I also wish that HyperCard had been a bigger influence on the early web. It was written in human terms for techno-novices trying to get real work done. As HyperTalk evolved into AppleScript, it lost its original elegance and is now just another cryptic toy language that is difficult or impossible to write without a manual.
IMHO to fix all of this, we need to bring back ideas like research budgets of perhaps 5-25% and every company over say 50 employees or $5 million/yr gross having some form of 20% time for in-house projects. That can't happen as long as everyone is competing with each other just to survive though. And not when the leading internet companies plow most profits into share price and dividends instead of free and open source community tools.
I wish we had more stories of individuals and groups that made enough money to retire, but instead of just reinvesting into the status quo, went on to fund real innovation through philanthropy or alternative business structures like co ops.
That's not sad, actually, it's great.

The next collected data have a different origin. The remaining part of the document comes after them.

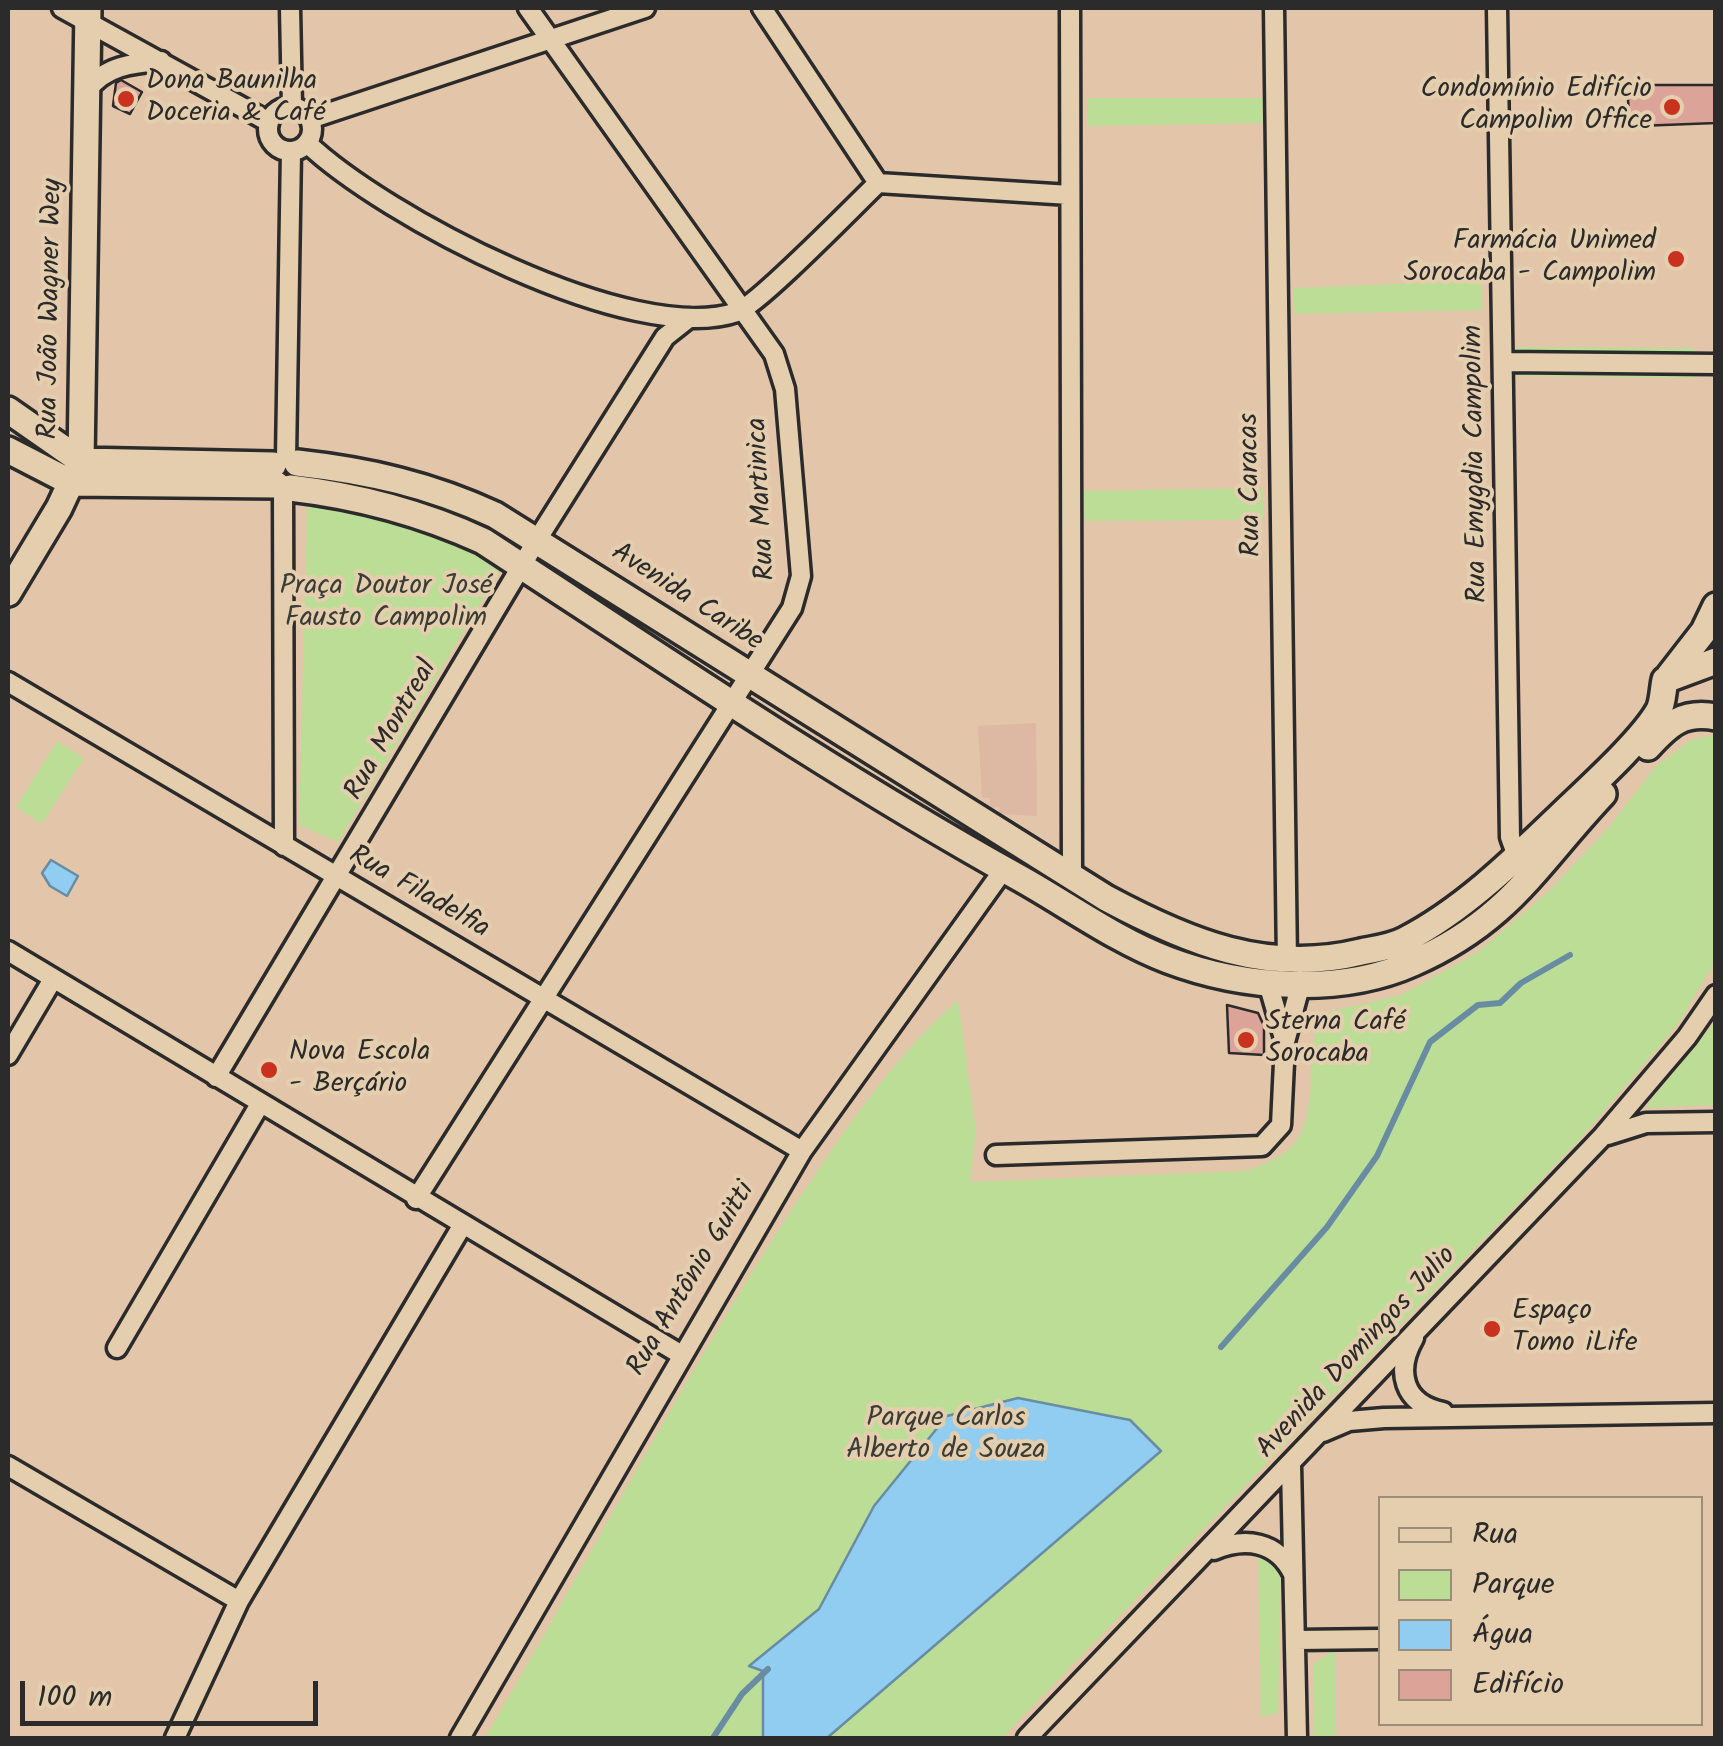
<!DOCTYPE html>
<html>
<head>
<meta charset="utf-8">
<style>
  body { margin:0 }
  #map { position:relative; width:1723px; height:1746px; overflow:hidden; background:#e3c5aa; font-family:Kalam,sans-serif }
  canvas { display:block }
  .frame { position:absolute; inset:0; border:10px solid #2b2b2b; pointer-events:none }
  .legend { position:absolute; left:1378px; top:1496px; width:325px; height:230px; box-sizing:border-box; background:#e5ceae; border:2px solid #9b8d7a; margin:0; padding:12px 18px; list-style:none; font-size:30px; color:#2b2b2b }
  .legend li { display:flex; align-items:center; gap:20px; height:50px }
  .legend b { width:50px; border:2px solid #9b8d7a }
  .scale { position:absolute; left:20px; top:1681px; width:298px; height:45px; box-sizing:border-box; border:5px solid #2b2b2b; border-top:0; padding-left:12px; font-size:30px; line-height:35px; white-space:nowrap; color:#2b2b2b; -webkit-text-stroke:8px #e5ceae; paint-order:stroke }
</style>
</head>
<body>
<div id="map">
<canvas width="1723" height="1746"></canvas>
<div class="frame"></div>
<ul class="legend">
<li><b style="height:12px;background:#e5ceae"></b>Rua</li>
<li><b style="height:28px;background:#bcdd96"></b>Parque</li>
<li><b style="height:28px;background:#91ccf1"></b>Água</li>
<li><b style="height:28px;background:#dca399"></b>Edifício</li>
</ul>
<div class="scale">100 m</div>
</div>
<script>
const g = document.querySelector('canvas').getContext('2d');
g.lineJoin = 'round';
function fill(path, color) { g.fillStyle = color; g.fill(path, 'evenodd'); }
function stroke(path, color, width, dash) { g.strokeStyle = color; g.lineWidth = width; g.lineCap = dash ? 'butt' : 'round'; g.setLineDash(dash || []); g.stroke(path); }
function write(font, color, halo, rows, align = 'center') {
  g.font = font + ' Kalam,sans-serif'; g.lineWidth = 8; g.setLineDash([]); g.textBaseline = 'middle'; g.strokeStyle = halo; g.fillStyle = color; for (const [text, x, y, turn = 0] of rows) {
    g.save(); g.translate(x, y); g.rotate((+turn || 0) * Math.PI / 180); g.textAlign = isNaN(turn) ? turn : align; if (halo) g.strokeText(text, 0, 0); g.fillText(text, 0, 0); g.restore();
  }
}
fill(new Path2D(`
  M 1036,723 L 1037,816 L 999,814 L 999,807 L 990,808 L 990,798 L 982,798 L 978,726 Z`), '#ddb8a3');
fill(new Path2D(`
  M 1087,98 L 1267,98 L 1266,123 L 1088,126 Z
  M 1481,281 L 1483,310 L 1294,314 L 1293,288 Z
  M 1516,347 L 1695,348 L 1695,378 L 1518,376 Z
  M 1263,488 L 1263,520 L 1085,521 L 1084,491 Z
  M 307,506 C 386,520 431,527 501,569 L 338,842 L 299,825 Z
  M 1713,735 L 1715,962 L 1678,1024 L 1580,1139 L 1002,1738 L 485,1738 C 582,1572 670,1402 773,1239 C 828,1155 882,1067 958,1000 L 976,1131 L 970,1182 L 1247,1171 C 1259,1166 1272,1161 1283,1154 C 1327,1123 1299,1053 1323,1013 L 1401,995 L 1478,952 L 1549,891 L 1610,826 L 1655,767 L 1691,740 Z
  M 57,741 L 84,758 L 42,824 L 16,807 Z
  M 1715,1022 L 1715,1105 L 1647,1108 L 1647,1105 Z
  M 1258,1551 L 1270,1555 L 1281,1568 L 1278,1713 L 1261,1717 Z
  M 1335,1650 L 1335,1738 L 1314,1738 L 1313,1664 Z`), '#bcdd96');
const water = new Path2D(`
  M 51,860 L 78,876 L 67,896 L 50,886 L 42,873 Z
  M 1018,1398 L 1130,1420 L 1161,1451 L 827,1738 L 763,1738 L 763,1671 L 749,1666 L 819,1609 L 874,1506 L 947,1416 Z`);
fill(water, '#91ccf1');
stroke(water, '#688ca2', 2.5);
stroke(new Path2D(`
  M 1221,1347 L 1327,1227 L 1377,1156 L 1430,1042 L 1478,1005 L 1500,1003 L 1521,983 L 1570,955
  M 713,1738 L 742,1694 L 768,1669`), '#688ca2', 6);
const building = new Path2D(`
  M 121,80 L 142,92 L 130,114 L 113,106 L 116,83 Z
  M 1641,85 L 1716,85 L 1716,123 L 1638,126 L 1629,115 L 1628,99 Z
  M 1227,1005 L 1258,1013 L 1264,1026 L 1264,1055 L 1229,1053 Z`);
fill(building, '#dca399');
stroke(building, '#2b2b2b', 2.5);
const street = new Path2D(`
  M 62,8 L 269,122
  M 290,8 L 292,106
  M 762,8 L 878,183
  M 1070,8 L 1072,876
  M 1274,8 L 1287,961
  M 1497,8 L 1510,837 L 1520,865
  M 87,91 C 104,66 133,63 161,61
  M268 129a22 22 0 1 1 44 0a22 22 0 1 1-44 0Z
  M 310,119 L 645,8
  M 307,143 C 382,215 633,348 737,312 C 758,305 855,205 878,183
  M 878,183 L 1070,195
  M 1504,362 L 1716,364
  M 286,458 L 291,151
  M 283,488 L 284,846
  M 8,682 L 802,1151
  M 8,951 L 680,1354
  M 1268,983 L 1285,1042
  M 8,1055 L 53,979
  M 216,1077 L 537,540 L 665,337 L 689,318
  M 1608,1135 L 1646,1123 L 1716,1122
  M 996,1155 L 1262,1146 L 1281,1125 L 1285,1042 L 1301,983
  M 416,1199 L 792,608 L 801,576 L 785,389 L 774,354 L 528,8
  M 1414,1338 C 1395,1371 1403,1404 1443,1412
  M 117,1348 L 260,1104
  M 1323,1432 L 1349,1421 L 1384,1418 L 1716,1413
  M 1291,1465 L 1297,1738
  M 8,1466 L 239,1601
  M 1214,1550 C 1245,1537 1277,1541 1293,1574
  M 1296,1640 L 1380,1639
  M 175,1738 L 239,1601 L 462,1226
  M 460,1738 L 802,1151 L 1004,869
  M 1027,1738 L 1601,1138 L 1687,1037 L 1716,995`);
const secondary = new Path2D(`
  M 8,410 L 81,461 L 273,465
  M 8,450 L 72,483 L 277,485
  M 297,463 C 369,471 430,485 495,515 L 1106,898 C 1188,942 1267,975 1361,952 C 1375,949 1392,947 1405,940 C 1465,909 1516,858 1565,811 C 1590,787 1643,739 1659,710 C 1663,702 1663,689 1665,680 L 1716,661
  M 290,488 C 359,496 420,512 483,541 C 658,655 833,774 1016,876 C 1065,903 1115,940 1168,960 C 1242,988 1339,996 1413,963 C 1509,921 1536,865 1603,794
  M 8,593 L 59,508 L 81,461 L 88,8
  M 1669,676 L 1704,631 L 1716,606
  M 1648,747 C 1669,724 1683,711 1716,717`);
stroke(street, '#2b2b2b', 25);
stroke(secondary, '#2b2b2b', 32);
stroke(street, '#e5ceae', 18);
stroke(secondary, '#e5ceae', 25);
for (const [x, y, r, color] of [
  [126,99,10,"#c8321e"],
  [1672,107,10,"#c8321e"],
  [1676,259,10,"#c8321e"],
  [1246,1040,10,"#c8321e"],
  [269,1070,10,"#c8321e"],
  [1492,1329,10,"#c8321e"]
]) { const dot = new Path2D(); dot.arc(x, y, r, 0, 2 * Math.PI); g.fillStyle = color; g.fill(dot); stroke(dot, '#e5ceae', 4); }
write('28px', '#2b2b2b', '#e5ceae', [
  ["Dona Baunilha",146,83],
  ["Doceria & Café",146,115],
  ["Condomínio Edifício",1652,91,"right"],
  ["Campolim Office",1652,123,"right"],
  ["Farmácia Unimed",1656,243,"right"],
  ["Sorocaba - Campolim",1656,275,"right"],
  ["Sterna Café",1266,1024],
  ["Sorocaba",1266,1056],
  ["Nova Escola",289,1054],
  ["- Berçário",289,1086],
  ["Espaço",1512,1313],
  ["Tomo iLife",1512,1345]
], 'left');
write('28px', '#2b2b2b', '#e5ceae', [
  ["Rua João Wagner Wey",53,309,-89],
  ["Rua Emygdia Campolim",1478,464,-91],
  ["Rua Caracas",1253,485,-91],
  ["Rua Martinica",764,499,-93],
  ["Avenida Caribe",686,599,33],
  ["Rua Montreal",393,731,-60],
  ["Rua Filadelfia",418,894,30],
  ["Rua Antônio Guitti",693,1280,-59],
  ["Avenida Domingos Julio",1358,1354,-47]
]);
write('28px', '#3a3d36', '#e5ceae', [
  ["Praça Doutor José",386,588],
  ["Fausto Campolim",386,620],
  ["Parque Carlos",946,1420],
  ["Alberto de Souza",946,1452]
]);
</script>
</body>
</html>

Being upset about that is like being upset that too many people use telephones who've never operated a switchboard or know morse code.

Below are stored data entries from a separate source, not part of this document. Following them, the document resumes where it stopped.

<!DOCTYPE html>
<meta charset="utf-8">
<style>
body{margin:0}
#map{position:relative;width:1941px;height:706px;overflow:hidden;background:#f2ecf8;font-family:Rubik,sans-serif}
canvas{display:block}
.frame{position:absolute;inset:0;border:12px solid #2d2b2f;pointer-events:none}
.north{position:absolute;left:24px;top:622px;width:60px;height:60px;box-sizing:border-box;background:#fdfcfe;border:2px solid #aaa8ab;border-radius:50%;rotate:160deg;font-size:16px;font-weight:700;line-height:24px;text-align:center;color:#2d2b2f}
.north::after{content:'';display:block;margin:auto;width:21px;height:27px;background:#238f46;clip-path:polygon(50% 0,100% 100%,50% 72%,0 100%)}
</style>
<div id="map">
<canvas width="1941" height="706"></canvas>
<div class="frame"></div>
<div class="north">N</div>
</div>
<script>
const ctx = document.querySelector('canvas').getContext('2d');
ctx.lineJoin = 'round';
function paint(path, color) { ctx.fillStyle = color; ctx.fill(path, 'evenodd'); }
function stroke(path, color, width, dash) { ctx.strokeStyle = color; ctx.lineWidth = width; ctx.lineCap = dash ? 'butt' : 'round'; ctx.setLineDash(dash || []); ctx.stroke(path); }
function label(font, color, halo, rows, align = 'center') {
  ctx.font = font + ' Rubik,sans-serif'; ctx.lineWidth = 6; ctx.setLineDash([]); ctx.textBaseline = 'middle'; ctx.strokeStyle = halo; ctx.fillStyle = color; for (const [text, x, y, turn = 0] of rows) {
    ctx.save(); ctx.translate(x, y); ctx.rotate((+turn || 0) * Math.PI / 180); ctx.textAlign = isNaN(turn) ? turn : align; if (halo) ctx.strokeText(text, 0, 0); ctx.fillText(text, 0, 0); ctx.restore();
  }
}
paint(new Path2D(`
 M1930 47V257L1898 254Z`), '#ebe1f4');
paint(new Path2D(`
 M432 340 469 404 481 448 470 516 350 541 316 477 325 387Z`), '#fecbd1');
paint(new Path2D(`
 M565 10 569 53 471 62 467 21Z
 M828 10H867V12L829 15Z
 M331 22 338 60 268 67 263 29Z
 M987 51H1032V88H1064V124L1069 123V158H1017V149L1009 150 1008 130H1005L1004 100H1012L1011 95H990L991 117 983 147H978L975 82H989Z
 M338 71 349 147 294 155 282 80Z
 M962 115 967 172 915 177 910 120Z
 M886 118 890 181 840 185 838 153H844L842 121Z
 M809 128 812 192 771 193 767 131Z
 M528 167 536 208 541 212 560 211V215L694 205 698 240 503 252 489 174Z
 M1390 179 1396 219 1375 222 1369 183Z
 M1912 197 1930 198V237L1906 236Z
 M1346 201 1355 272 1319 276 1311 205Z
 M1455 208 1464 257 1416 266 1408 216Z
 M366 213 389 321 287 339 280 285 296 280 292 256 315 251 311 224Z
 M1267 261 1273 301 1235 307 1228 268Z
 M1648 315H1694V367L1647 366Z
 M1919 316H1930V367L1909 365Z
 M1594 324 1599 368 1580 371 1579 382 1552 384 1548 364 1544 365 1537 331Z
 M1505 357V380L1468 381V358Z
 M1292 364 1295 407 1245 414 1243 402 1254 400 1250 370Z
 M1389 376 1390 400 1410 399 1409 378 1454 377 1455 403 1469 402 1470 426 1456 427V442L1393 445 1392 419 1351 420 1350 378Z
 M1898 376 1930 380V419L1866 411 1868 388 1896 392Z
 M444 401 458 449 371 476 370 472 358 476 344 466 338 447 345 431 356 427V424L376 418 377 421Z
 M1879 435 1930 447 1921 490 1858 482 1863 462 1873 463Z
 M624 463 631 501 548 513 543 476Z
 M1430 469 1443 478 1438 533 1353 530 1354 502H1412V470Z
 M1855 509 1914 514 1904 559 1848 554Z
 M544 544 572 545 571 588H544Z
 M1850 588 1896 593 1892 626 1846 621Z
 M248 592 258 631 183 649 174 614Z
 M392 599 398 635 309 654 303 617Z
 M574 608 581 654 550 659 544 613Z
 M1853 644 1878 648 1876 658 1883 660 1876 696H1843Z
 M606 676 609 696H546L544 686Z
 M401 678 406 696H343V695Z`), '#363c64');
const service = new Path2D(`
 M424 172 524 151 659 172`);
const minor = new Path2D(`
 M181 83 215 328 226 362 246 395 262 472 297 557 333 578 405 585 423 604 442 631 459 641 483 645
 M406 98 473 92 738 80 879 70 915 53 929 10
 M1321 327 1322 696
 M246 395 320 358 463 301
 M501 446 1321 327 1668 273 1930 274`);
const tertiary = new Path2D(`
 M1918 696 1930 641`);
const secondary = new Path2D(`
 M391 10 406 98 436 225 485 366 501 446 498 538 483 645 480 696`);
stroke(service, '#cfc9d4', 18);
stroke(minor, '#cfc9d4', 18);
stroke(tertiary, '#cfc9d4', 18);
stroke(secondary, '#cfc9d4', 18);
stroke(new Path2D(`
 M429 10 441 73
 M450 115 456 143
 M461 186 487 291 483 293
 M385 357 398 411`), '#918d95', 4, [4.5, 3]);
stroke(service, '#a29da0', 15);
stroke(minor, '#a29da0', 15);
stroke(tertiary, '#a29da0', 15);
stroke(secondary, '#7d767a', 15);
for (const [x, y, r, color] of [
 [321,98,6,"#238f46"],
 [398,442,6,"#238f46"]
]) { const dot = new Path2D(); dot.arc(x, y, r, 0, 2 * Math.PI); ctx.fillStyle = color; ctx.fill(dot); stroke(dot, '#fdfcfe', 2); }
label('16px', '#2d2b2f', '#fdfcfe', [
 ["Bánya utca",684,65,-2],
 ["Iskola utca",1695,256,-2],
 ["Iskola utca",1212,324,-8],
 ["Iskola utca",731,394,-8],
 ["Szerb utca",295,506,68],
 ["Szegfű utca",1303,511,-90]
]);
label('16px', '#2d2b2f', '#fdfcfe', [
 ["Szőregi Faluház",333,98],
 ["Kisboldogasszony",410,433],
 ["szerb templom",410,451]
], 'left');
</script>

The internet (or at least the web) was never meant to be a niche redoubt only for nerds and programmers, it's supposed to be for everyone. The old hacker ethos was about liberating humanity from censorship and centralized control of access to information and communication, but now that that vision is actually coming to pass (kind of) people are complaining about how the normies ruined.
Fie. Fie, I say.
Also, almost everyone from the 'old internet' is watching Youtube and using social media as well. Your implication that everyone using social media is only doing so for entertainment or a dopamine rush is inaccurate. There are more hardcore, old school nerds on the modern web than there ever were on the old web.

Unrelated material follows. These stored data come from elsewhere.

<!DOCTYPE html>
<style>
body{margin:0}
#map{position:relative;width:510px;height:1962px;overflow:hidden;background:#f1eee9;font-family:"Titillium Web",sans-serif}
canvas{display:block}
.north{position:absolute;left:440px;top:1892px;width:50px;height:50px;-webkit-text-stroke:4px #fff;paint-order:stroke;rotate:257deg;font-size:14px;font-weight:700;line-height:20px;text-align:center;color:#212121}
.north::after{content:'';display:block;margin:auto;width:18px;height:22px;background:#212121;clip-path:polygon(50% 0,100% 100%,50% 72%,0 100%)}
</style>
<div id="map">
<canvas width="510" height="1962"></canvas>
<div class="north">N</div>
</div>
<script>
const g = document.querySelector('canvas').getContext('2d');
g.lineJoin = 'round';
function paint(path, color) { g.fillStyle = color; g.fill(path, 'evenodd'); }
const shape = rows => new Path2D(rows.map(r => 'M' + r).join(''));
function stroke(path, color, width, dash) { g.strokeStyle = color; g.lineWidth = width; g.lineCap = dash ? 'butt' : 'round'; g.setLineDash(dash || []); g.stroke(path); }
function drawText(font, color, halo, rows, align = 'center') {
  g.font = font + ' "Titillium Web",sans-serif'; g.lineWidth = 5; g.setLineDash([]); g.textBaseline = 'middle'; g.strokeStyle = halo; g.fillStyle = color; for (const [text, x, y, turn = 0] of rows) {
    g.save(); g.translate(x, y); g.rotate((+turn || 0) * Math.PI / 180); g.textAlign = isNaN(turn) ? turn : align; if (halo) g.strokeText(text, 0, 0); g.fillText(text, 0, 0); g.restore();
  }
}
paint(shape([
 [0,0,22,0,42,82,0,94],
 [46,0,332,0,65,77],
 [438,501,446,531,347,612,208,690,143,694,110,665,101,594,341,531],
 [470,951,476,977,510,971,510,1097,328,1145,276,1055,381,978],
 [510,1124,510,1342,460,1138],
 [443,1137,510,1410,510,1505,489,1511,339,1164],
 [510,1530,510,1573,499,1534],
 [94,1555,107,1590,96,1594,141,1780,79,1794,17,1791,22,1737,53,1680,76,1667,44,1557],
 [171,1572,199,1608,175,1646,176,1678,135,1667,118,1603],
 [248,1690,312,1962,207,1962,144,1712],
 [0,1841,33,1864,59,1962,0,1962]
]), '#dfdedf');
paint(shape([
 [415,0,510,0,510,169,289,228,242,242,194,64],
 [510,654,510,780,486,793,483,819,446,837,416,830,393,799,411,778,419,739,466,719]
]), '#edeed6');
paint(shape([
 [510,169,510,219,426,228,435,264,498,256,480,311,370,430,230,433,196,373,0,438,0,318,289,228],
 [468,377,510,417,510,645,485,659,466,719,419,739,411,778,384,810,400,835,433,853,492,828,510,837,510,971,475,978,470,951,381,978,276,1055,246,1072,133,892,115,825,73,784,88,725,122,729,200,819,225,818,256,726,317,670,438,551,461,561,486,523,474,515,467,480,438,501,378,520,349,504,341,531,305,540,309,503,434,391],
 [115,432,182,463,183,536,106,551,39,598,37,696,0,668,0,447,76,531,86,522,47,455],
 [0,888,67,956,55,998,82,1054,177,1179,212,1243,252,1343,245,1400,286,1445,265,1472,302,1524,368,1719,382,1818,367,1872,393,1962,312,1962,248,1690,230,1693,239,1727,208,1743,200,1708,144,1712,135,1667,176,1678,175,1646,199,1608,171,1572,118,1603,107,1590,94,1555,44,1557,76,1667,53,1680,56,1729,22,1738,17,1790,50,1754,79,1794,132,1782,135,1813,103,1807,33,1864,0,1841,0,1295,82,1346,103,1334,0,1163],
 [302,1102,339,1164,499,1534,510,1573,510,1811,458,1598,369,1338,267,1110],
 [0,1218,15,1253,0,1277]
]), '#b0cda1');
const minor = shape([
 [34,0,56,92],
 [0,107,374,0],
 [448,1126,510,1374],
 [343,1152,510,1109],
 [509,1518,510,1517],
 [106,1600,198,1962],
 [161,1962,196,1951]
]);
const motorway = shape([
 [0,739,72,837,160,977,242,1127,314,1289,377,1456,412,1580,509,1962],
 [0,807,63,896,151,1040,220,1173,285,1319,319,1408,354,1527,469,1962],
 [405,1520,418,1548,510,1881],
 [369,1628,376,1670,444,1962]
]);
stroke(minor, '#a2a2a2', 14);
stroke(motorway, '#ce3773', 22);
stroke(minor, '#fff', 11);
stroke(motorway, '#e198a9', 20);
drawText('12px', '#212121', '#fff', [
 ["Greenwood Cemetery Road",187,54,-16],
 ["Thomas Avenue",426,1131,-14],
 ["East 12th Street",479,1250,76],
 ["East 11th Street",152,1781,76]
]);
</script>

>People who are just looking for entertainment or social dopamine think the old internet is "boring" or "looks dumb".
Nobody says that. Your can stuff your sorries into a sack, sir or madam.
As TFA says, most of those sites switched to paid accounts as the promise of "build a huge audience and work out how to monetise them later" didn't actually deliver any money.
So it's not that they died (they're mostly still there). It's just that they're not free any more.
I think the next decade will see this more and more: people actually paying for the things they use on the internet, because they realise that's the only way this will work now. The rise of information products and services focused around actually providing what their customers want, for a reasonable fee.
I think that "pay what you want"/crowdfunding models can fund a lot of the stuff that used to be provided "free" back in the day. The thing about paying for stuff on the internet is that many people find it quite inconvenient. It's not about the actual monetary expense, that's a minor factor (although it is a barrier to causal browsing, in and of itself). It's everything else you have to deal with as part of paying for something.
If you actually missed something from back then, you would remember it, and it's not really gone. If you don't remember it, it wasn't important. But here people are, trying to convince you you've lost something that you don't even know what it is.
The first time you lose all your files, it feels like disaster. The second time, you realize it's just digital materialism, and you get along
just fine without it.
I've found time and time again that something I thought wasn't important before can end up being very important later. That's only what I can remember, too.
Plus, there's a selection bias in what you remember. If you don't remember it, how would you know that it's important or not later?
If the cost is small then I think "digital materialism" is probably mostly okay. I've come to the conclusion that it's hard for me to predict the importance of things later, so if something appears to be ephemeral and has even a modest chance of being important later, I'll archive it and organize it so I can find it later if I want to.